Task: Please find every line in the records below that contains the word "Railway", and copy it.

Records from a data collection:
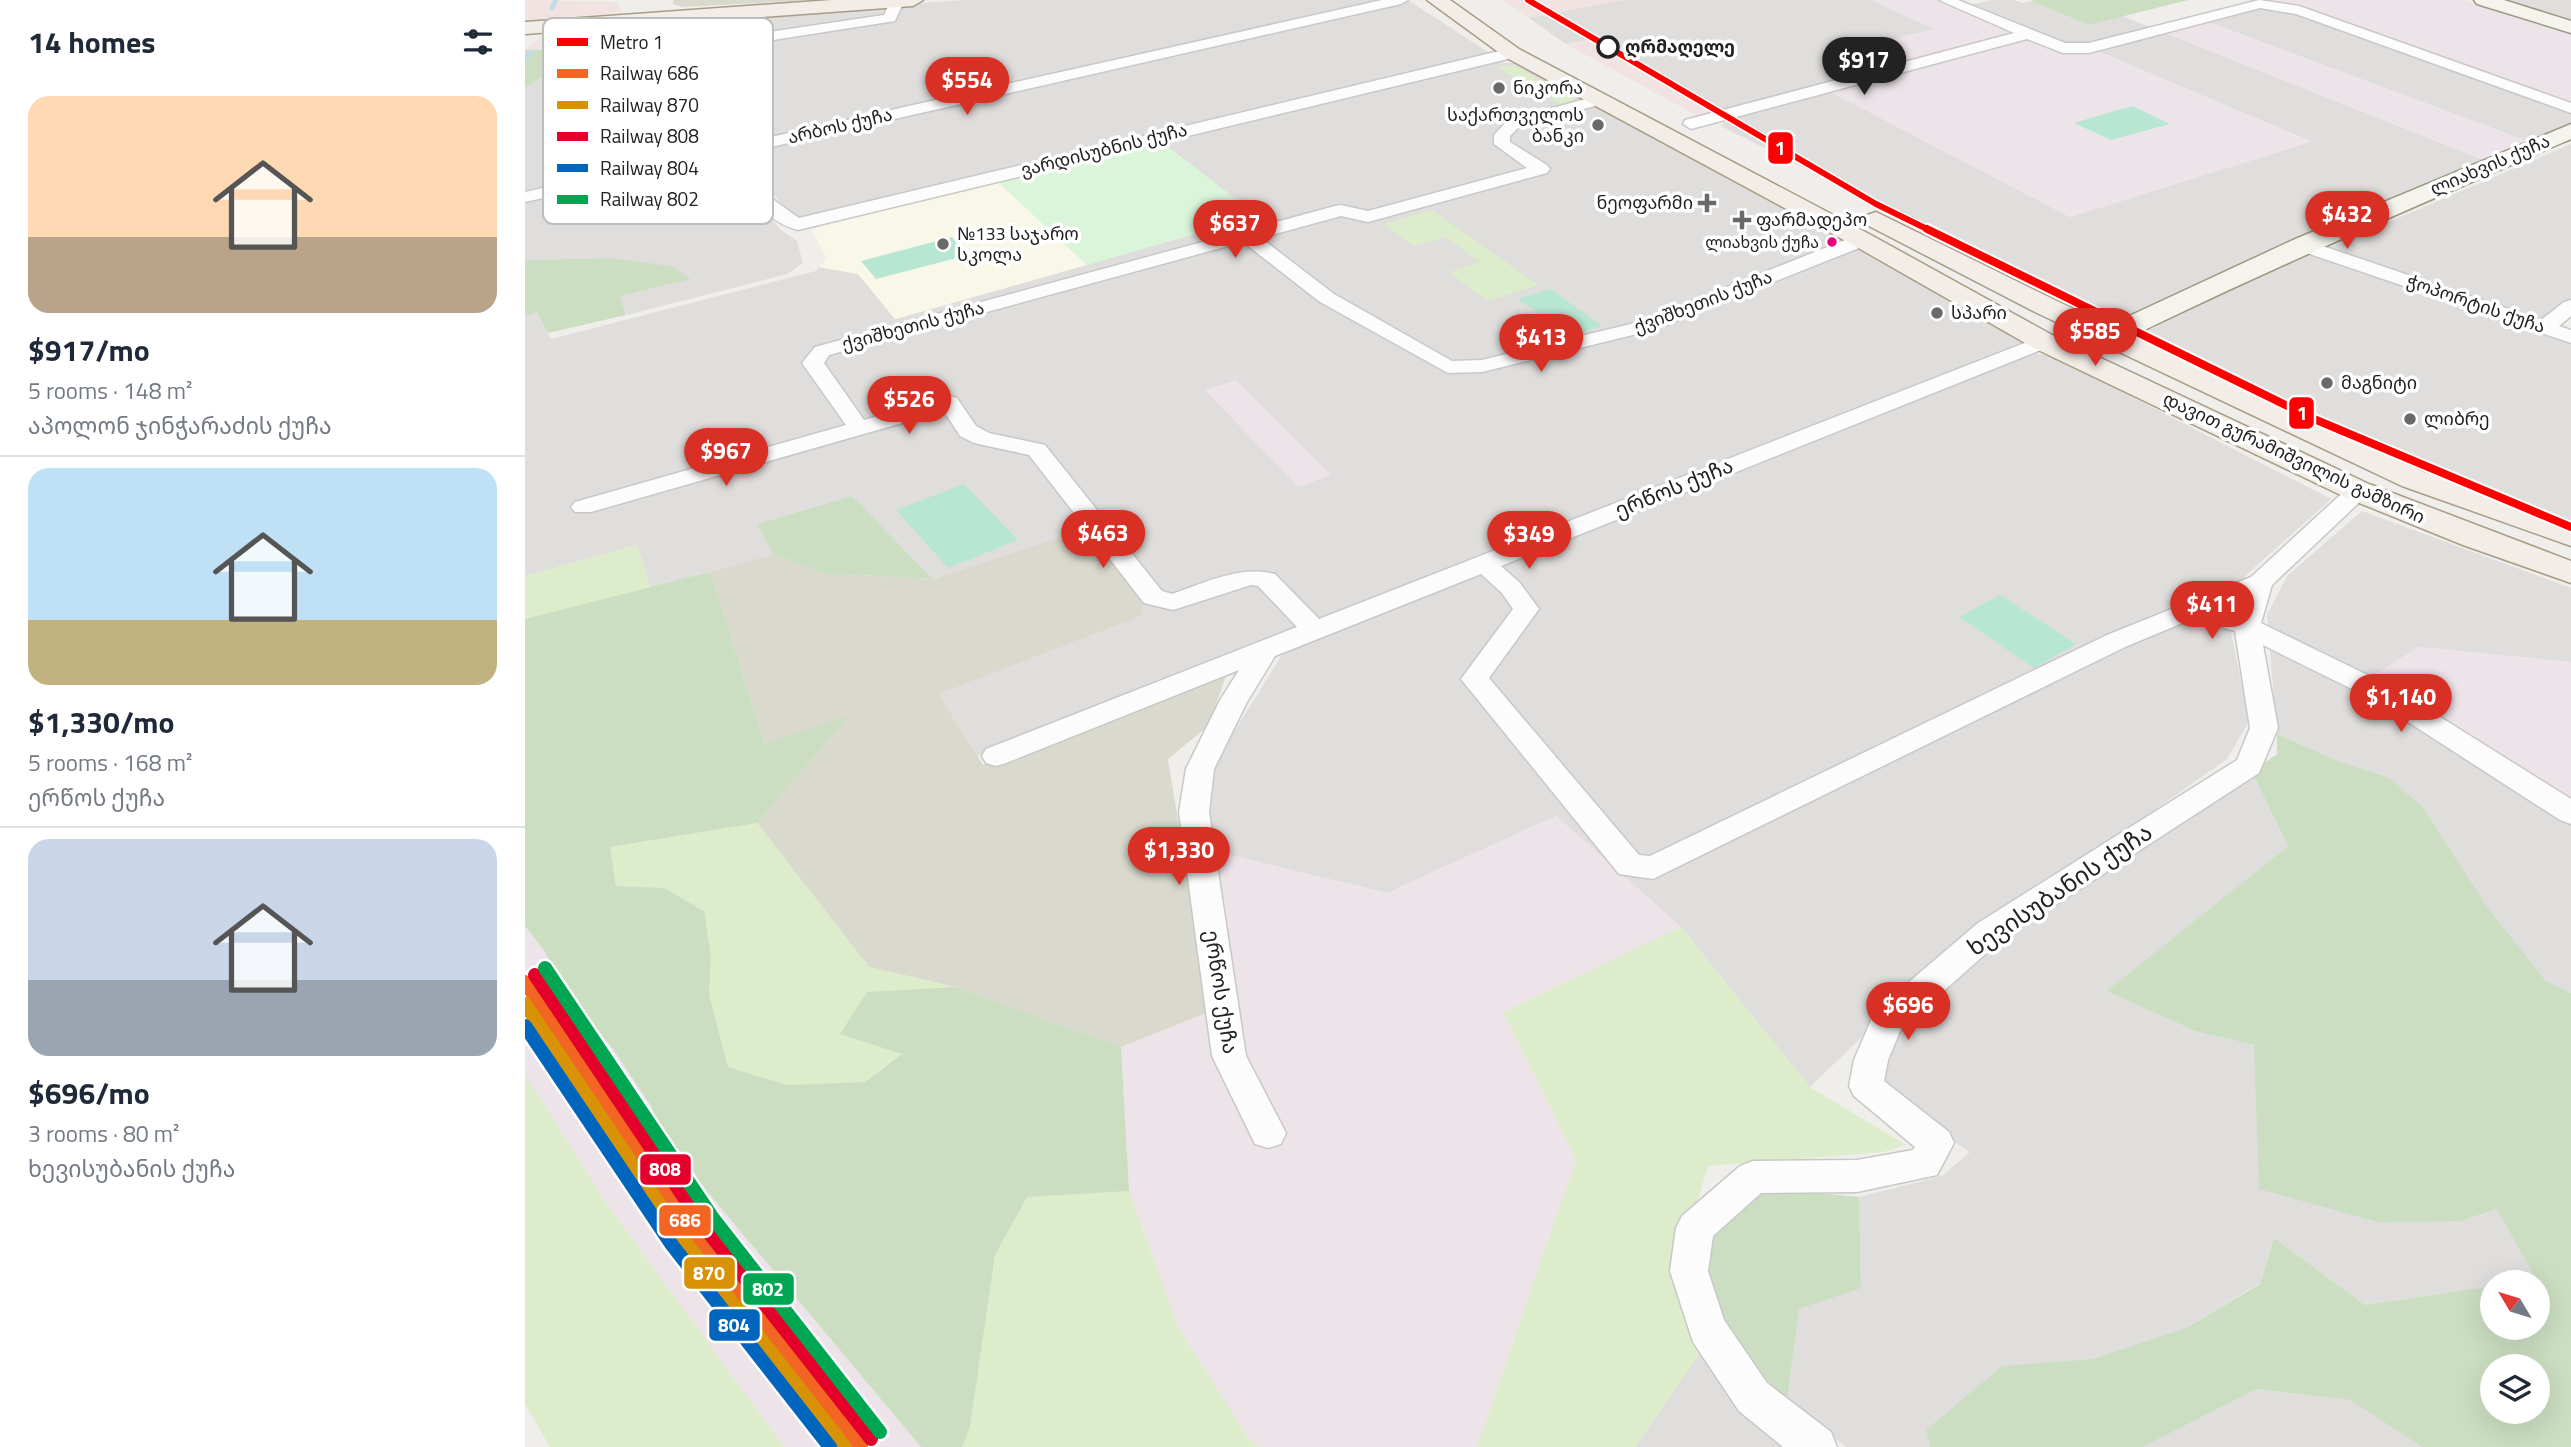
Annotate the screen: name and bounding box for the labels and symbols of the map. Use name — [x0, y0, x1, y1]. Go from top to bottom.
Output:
legend — [543, 18, 773, 224]
text: Metro 1 — [600, 27, 663, 56]
place label: ღრმაღელე — [1625, 33, 1735, 60]
marker: ღრმაღელე — [1597, 36, 1619, 58]
pin: $917 — [1823, 38, 1905, 97]
text: Railway 686 — [600, 58, 699, 87]
pin: $554 — [926, 58, 1008, 117]
place label: ნიკორა — [1513, 74, 1583, 101]
marker: ნიკორა — [1491, 80, 1507, 96]
text: Railway 870 — [600, 90, 699, 119]
street label: არბოს ქუჩა — [785, 100, 895, 151]
place label: საქართველოს ბანკი — [1447, 101, 1584, 149]
street label: ვარდისუბნის ქუჩა — [1018, 116, 1190, 183]
marker: საქართველოს ბანკი — [1590, 117, 1606, 133]
text: Railway 808 — [600, 121, 699, 150]
street label: ლიახვის ქუჩა — [2426, 127, 2554, 202]
line badge: 1 — [1767, 131, 1794, 165]
text: 1 — [1775, 133, 1785, 162]
text: Railway 804 — [600, 153, 699, 182]
text: Railway 802 — [600, 184, 699, 213]
place label: ნეოფარმი — [1597, 189, 1693, 216]
pin: $432 — [2306, 191, 2388, 251]
marker: ნეოფარმი — [1699, 195, 1715, 211]
pin: $637 — [1194, 201, 1276, 260]
place label: ფარმადეპო — [1756, 206, 1867, 233]
marker: ფარმადეპო — [1734, 212, 1750, 228]
place label: №133 საჯარო სკოლა — [957, 220, 1079, 268]
place label: ლიახვის ქუჩა — [1705, 230, 1819, 254]
marker: ლიახვის ქუჩა — [1825, 235, 1839, 249]
marker: №133 საჯარო სკოლა — [935, 236, 951, 252]
street label: ქვიშხეთის ქუჩა — [1630, 263, 1776, 340]
street label: ჭოპორტის ქუჩა — [2403, 267, 2549, 340]
street label: ქვიშხეთის ქუჩა — [839, 294, 987, 358]
place label: სპარი — [1951, 299, 2007, 326]
marker: სპარი — [1929, 305, 1945, 321]
pin: $585 — [2054, 308, 2136, 368]
pin: $413 — [1500, 314, 1582, 374]
place label: მაგნიტი — [2341, 369, 2417, 396]
marker: მაგნიტი — [2319, 375, 2335, 391]
pin: $526 — [868, 376, 950, 436]
street label: დავით გურამიშვილის გამზირი — [2159, 385, 2430, 530]
line badge: 1 — [2288, 396, 2315, 430]
text: 1 — [2297, 398, 2307, 427]
place label: ლიბრე — [2424, 405, 2490, 432]
marker: ლიბრე — [2402, 411, 2418, 427]
pin: $967 — [685, 428, 767, 488]
street label: ერწოს ქუჩა — [1610, 449, 1738, 525]
pin: $463 — [1062, 510, 1144, 570]
pin: $349 — [1488, 512, 1570, 571]
pin: $411 — [2171, 582, 2253, 641]
pin: $1,140 — [2344, 674, 2458, 734]
street label: ხევისუბანის ქუჩა — [1960, 814, 2159, 965]
pin: $1,330 — [1122, 828, 1236, 887]
street label: ერწოს ქუჩა — [1196, 928, 1248, 1056]
pin: $696 — [1867, 982, 1949, 1042]
line badge: 808 — [639, 1153, 692, 1186]
text: 808 — [649, 1154, 681, 1183]
line badge: 686 — [658, 1204, 712, 1237]
text: 686 — [669, 1205, 701, 1234]
line badge: 870 — [683, 1256, 736, 1290]
text: 870 — [693, 1258, 725, 1287]
north arrow — [2480, 1270, 2550, 1340]
line badge: 802 — [742, 1272, 795, 1306]
text: 802 — [752, 1274, 784, 1303]
line badge: 804 — [708, 1308, 761, 1342]
text: 804 — [718, 1310, 750, 1339]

Task response:
text: Railway 686 — [600, 58, 699, 87]
text: Railway 870 — [600, 90, 699, 119]
text: Railway 808 — [600, 121, 699, 150]
text: Railway 804 — [600, 153, 699, 182]
text: Railway 802 — [600, 184, 699, 213]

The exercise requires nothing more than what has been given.